La radiografía económica que deja el documento es incontestable y refleja un retroceso sin paliativos en el reparto territorializado del gasto. La peor parte se la lleva la capacidad de gestión del propio Gobierno canario, que se ha mostrado flagrantemente incapaz de ejecutar siquiera la mitad de los fondos prometidos a la isla majorera, dejando a las claras la brecha entre las promesas presupuestarias y la realidad del terreno.
«Fuerteventura soporta una enorme presión sobre la sanidad, carreteras, agua, vivienda y servicios públicos, y sin embargo recibe menos recursos y menos inversión»
denuncia con contundidad Manuel Hernández Cerezo, vicesecretario general del PSOE de Fuerteventura y diputado regional.
Un desplome financiero en el peor momento posible
El análisis detallado del informe revela un tijeretazo de enorme gravedad para el bienestar de los ciudadanos. Durante el ejercicio fiscalizado, la inversión per cápita cayó un 22,9%, pasando de los 274,81 euros por habitante registrados anteriormente a unos raquíticos 211,81 euros. Esta tendencia contractiva se repite en las transferencias de capital por habitante, que sufrieron un descenso del 21,3%, hundiéndose hasta los 335,34 euros. Por si fuera poco, la isla también ha perdido peso relativo en el reparto de las transferencias corrientes autonómicas, diluyendo su relevancia en el mapa presupuestario de las islas.

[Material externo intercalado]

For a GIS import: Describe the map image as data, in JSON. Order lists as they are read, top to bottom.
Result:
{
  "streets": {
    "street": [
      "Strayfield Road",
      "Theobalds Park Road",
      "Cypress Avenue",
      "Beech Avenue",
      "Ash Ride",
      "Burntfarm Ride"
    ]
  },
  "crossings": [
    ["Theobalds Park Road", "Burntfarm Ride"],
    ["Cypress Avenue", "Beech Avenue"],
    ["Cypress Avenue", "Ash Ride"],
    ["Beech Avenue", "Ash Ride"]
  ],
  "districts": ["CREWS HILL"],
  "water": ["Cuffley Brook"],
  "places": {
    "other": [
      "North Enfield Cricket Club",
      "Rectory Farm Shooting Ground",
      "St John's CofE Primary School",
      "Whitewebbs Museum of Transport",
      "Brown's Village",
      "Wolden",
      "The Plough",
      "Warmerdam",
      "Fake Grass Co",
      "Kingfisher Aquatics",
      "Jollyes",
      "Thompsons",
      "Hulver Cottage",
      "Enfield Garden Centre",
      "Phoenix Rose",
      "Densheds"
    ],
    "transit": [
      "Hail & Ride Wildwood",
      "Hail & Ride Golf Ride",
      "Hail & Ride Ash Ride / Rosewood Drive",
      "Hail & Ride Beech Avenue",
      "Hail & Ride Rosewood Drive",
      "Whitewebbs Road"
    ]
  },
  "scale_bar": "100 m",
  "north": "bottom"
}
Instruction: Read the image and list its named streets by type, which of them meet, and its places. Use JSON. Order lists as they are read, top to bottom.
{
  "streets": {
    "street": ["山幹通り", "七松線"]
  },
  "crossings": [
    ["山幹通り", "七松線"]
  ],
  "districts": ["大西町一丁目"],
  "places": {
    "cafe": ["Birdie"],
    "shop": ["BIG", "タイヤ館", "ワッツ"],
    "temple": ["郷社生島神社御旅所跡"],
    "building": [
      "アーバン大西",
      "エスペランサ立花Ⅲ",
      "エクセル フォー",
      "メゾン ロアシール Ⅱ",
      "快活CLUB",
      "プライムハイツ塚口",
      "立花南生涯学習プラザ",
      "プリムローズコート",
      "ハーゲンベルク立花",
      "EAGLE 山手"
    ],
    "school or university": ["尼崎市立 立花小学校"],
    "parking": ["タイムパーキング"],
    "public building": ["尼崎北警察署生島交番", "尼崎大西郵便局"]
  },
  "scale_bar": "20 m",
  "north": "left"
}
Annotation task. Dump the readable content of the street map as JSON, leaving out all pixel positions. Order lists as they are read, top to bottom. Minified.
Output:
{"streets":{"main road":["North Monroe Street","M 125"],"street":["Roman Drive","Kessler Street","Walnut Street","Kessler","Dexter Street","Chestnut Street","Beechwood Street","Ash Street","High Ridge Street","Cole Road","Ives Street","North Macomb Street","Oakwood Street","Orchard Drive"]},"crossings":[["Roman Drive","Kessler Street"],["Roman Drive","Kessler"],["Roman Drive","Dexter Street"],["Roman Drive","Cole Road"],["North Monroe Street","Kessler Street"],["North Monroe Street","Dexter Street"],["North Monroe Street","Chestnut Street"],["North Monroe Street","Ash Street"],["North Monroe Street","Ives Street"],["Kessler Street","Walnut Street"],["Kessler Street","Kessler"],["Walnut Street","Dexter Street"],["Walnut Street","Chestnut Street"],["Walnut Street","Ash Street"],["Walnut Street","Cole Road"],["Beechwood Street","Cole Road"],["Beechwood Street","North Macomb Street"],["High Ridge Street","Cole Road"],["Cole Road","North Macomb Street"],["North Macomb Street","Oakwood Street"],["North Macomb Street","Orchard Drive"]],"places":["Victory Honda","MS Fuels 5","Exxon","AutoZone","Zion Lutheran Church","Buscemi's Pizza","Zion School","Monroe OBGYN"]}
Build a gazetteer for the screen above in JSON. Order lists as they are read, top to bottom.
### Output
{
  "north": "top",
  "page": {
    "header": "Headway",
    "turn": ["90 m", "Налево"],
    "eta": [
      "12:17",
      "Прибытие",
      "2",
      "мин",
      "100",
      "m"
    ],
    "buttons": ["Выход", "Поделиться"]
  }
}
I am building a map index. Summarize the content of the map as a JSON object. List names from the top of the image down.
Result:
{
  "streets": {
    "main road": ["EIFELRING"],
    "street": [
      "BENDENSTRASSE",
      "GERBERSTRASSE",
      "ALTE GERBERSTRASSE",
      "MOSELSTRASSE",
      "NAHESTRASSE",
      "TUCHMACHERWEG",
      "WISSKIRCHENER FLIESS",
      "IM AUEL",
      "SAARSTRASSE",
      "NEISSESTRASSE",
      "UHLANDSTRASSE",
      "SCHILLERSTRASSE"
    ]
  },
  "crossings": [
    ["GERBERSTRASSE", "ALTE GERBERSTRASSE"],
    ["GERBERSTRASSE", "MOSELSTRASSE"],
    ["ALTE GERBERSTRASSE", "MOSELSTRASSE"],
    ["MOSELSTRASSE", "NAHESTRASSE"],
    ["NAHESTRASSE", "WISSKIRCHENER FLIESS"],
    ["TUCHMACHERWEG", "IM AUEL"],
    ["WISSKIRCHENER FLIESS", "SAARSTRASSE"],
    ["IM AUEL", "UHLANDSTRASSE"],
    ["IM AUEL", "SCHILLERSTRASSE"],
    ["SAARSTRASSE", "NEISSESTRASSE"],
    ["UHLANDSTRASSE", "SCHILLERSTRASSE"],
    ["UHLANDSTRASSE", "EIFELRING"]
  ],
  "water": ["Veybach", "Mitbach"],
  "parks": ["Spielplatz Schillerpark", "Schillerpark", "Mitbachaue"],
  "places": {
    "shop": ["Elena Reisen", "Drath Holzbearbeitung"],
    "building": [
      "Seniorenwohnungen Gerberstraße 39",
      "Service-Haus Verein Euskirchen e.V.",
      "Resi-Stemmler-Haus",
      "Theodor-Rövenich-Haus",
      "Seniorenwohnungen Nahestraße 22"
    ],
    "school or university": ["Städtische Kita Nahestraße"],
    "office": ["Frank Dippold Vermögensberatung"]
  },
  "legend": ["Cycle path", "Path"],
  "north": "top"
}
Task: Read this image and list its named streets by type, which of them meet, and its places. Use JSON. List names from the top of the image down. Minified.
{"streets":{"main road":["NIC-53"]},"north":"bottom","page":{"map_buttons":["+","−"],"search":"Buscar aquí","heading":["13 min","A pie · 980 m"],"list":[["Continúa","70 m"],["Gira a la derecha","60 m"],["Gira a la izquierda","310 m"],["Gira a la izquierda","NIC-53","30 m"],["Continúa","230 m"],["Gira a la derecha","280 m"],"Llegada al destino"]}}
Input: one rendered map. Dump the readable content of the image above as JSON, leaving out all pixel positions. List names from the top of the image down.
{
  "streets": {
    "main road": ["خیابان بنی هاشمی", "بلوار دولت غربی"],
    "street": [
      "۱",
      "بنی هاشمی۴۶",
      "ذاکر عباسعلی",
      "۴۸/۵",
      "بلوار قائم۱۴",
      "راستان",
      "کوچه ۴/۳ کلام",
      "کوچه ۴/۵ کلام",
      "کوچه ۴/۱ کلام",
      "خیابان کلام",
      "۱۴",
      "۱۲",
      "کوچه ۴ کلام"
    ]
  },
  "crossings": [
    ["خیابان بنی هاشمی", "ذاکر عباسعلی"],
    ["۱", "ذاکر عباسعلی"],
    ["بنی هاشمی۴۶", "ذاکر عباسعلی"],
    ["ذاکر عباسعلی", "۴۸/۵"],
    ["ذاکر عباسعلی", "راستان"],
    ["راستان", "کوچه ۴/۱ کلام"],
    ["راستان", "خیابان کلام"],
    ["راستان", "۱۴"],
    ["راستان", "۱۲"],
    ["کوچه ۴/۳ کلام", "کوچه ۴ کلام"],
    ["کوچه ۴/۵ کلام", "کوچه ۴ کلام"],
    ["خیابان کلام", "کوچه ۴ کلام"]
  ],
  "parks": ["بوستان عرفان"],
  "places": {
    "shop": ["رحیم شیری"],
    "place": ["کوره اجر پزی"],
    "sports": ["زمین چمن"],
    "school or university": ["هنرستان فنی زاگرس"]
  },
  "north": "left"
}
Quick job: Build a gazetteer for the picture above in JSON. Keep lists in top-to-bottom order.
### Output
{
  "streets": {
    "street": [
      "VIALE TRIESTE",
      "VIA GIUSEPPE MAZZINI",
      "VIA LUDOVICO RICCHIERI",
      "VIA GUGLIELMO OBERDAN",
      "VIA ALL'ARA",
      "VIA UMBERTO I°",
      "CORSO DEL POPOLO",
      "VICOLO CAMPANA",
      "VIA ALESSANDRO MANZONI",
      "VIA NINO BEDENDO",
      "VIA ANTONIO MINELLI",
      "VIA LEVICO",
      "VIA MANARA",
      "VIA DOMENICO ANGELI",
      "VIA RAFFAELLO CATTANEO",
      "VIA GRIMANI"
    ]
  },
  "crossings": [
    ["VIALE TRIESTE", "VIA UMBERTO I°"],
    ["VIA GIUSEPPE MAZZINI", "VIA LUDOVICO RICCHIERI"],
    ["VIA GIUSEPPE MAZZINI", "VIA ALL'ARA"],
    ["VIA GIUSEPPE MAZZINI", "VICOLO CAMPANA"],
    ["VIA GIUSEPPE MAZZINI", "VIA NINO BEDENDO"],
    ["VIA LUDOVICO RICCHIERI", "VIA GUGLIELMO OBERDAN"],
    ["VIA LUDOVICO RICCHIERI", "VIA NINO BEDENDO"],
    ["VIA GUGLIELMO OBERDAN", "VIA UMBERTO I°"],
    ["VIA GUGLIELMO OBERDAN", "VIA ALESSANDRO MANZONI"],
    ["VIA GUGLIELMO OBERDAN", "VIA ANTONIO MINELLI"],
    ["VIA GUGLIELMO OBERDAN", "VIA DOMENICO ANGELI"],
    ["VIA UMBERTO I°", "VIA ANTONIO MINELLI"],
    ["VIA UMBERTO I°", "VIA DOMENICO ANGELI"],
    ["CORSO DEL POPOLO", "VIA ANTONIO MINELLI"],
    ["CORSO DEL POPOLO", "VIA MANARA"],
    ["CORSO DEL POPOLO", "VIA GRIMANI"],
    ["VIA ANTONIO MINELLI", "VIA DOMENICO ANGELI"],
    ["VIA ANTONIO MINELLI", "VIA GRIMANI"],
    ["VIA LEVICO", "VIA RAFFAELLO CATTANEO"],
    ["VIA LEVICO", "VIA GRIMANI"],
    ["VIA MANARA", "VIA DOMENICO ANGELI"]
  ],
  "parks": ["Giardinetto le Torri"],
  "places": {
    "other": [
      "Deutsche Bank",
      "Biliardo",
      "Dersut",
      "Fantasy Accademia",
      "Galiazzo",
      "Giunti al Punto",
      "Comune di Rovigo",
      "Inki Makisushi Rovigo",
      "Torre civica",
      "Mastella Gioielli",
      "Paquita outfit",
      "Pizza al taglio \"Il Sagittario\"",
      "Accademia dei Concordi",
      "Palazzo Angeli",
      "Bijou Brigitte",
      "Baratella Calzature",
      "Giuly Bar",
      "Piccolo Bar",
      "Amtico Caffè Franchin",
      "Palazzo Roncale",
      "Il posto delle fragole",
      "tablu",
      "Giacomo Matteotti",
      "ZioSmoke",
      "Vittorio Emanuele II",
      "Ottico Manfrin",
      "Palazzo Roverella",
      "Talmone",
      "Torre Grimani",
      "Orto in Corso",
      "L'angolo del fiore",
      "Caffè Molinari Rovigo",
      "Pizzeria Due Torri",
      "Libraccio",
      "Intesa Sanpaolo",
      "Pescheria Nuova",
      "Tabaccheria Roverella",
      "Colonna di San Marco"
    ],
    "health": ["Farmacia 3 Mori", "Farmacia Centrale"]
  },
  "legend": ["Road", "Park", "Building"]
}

La mayor contradicción radica en la gestión de lo ya presupuestado. La Audiencia de Cuentas sitúa el grado de ejecución presupuestaria en Fuerteventura en un pobrísimo 43,41%. Este dato resulta especialmente sangriento al compararlo con la eficiencia mostrada en otros territorios del archipiélago, como La Palma, que rozó el 65,28% de ejecución, o Tenerife, que alcanzó el 62,65%.
Colapso de servicios en una isla tensionada
Esta parálisis inversora golpea de lleno a una sociedad civil que se encuentra al límite. El parlamentario socialista insiste en que Fuerteventura no puede permitirse el lujo de ver cómo se evaporan sus partidas económicas mientras sufre una falta endémica de vivienda, la saturación crónica de las infraestructuras sanitarias y una demanda urgente de nuevos centros educativos para absorber el crecimiento demográfico. Para el principal partido de la oposición, los datos de la Audiencia de Cuentas desmontan la propaganda oficial y consolidan de manera matemática la condición de Fuerteventura como la auténtica damnificada del pacto de gobierno autonómico.